## REQUIRED ACTION
Word for word, set down every line of the entries below from the line with "Give bounding boxes" to the line with "Detect all text", including both, and no other line.

## DATA EXCERPTS
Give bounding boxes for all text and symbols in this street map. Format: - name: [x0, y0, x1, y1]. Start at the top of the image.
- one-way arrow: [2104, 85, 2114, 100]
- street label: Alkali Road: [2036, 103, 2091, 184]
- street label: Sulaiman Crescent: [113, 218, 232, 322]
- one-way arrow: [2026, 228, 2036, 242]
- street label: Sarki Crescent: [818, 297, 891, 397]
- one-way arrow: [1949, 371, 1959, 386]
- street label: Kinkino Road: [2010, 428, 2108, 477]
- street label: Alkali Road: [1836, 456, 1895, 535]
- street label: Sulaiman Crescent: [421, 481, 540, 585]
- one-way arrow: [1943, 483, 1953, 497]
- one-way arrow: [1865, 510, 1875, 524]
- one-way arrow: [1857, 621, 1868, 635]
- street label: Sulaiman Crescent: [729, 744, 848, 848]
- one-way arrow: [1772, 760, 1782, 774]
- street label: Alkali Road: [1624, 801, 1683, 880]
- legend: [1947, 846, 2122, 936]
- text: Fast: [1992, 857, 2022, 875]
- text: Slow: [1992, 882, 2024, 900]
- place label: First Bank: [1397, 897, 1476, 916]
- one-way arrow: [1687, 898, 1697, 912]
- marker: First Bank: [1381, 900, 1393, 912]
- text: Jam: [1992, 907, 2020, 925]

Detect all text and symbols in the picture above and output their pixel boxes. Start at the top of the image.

---

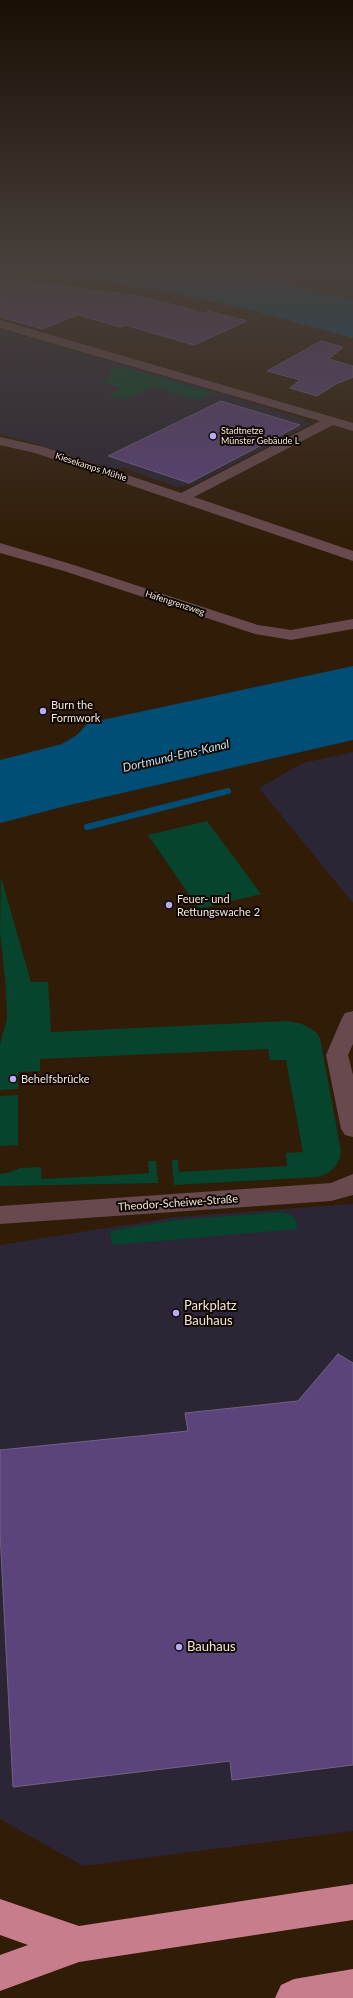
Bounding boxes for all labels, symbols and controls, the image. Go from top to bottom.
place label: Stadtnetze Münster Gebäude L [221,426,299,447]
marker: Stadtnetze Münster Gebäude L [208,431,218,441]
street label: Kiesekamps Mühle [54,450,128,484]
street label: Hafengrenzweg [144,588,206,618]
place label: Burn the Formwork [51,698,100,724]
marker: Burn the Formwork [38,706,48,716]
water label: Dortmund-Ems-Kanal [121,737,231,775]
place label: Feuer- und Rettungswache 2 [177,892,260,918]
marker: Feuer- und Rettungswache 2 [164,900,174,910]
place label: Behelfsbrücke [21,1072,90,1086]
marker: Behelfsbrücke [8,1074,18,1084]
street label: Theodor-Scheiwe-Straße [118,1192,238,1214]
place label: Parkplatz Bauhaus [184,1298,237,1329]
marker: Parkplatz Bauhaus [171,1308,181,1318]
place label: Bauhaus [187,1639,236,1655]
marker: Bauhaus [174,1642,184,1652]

## SOLUTION
Give bounding boxes for all text and symbols in this street map. Format: - name: [x0, y0, x1, y1]. Start at the top of the image.
- one-way arrow: [2104, 85, 2114, 100]
- street label: Alkali Road: [2036, 103, 2091, 184]
- street label: Sulaiman Crescent: [113, 218, 232, 322]
- one-way arrow: [2026, 228, 2036, 242]
- street label: Sarki Crescent: [818, 297, 891, 397]
- one-way arrow: [1949, 371, 1959, 386]
- street label: Kinkino Road: [2010, 428, 2108, 477]
- street label: Alkali Road: [1836, 456, 1895, 535]
- street label: Sulaiman Crescent: [421, 481, 540, 585]
- one-way arrow: [1943, 483, 1953, 497]
- one-way arrow: [1865, 510, 1875, 524]
- one-way arrow: [1857, 621, 1868, 635]
- street label: Sulaiman Crescent: [729, 744, 848, 848]
- one-way arrow: [1772, 760, 1782, 774]
- street label: Alkali Road: [1624, 801, 1683, 880]
- legend: [1947, 846, 2122, 936]
- text: Fast: [1992, 857, 2022, 875]
- text: Slow: [1992, 882, 2024, 900]
- place label: First Bank: [1397, 897, 1476, 916]
- one-way arrow: [1687, 898, 1697, 912]
- marker: First Bank: [1381, 900, 1393, 912]
- text: Jam: [1992, 907, 2020, 925]

Detect all text and symbols in the picture above and output their pixel boxes. Start at the top of the image.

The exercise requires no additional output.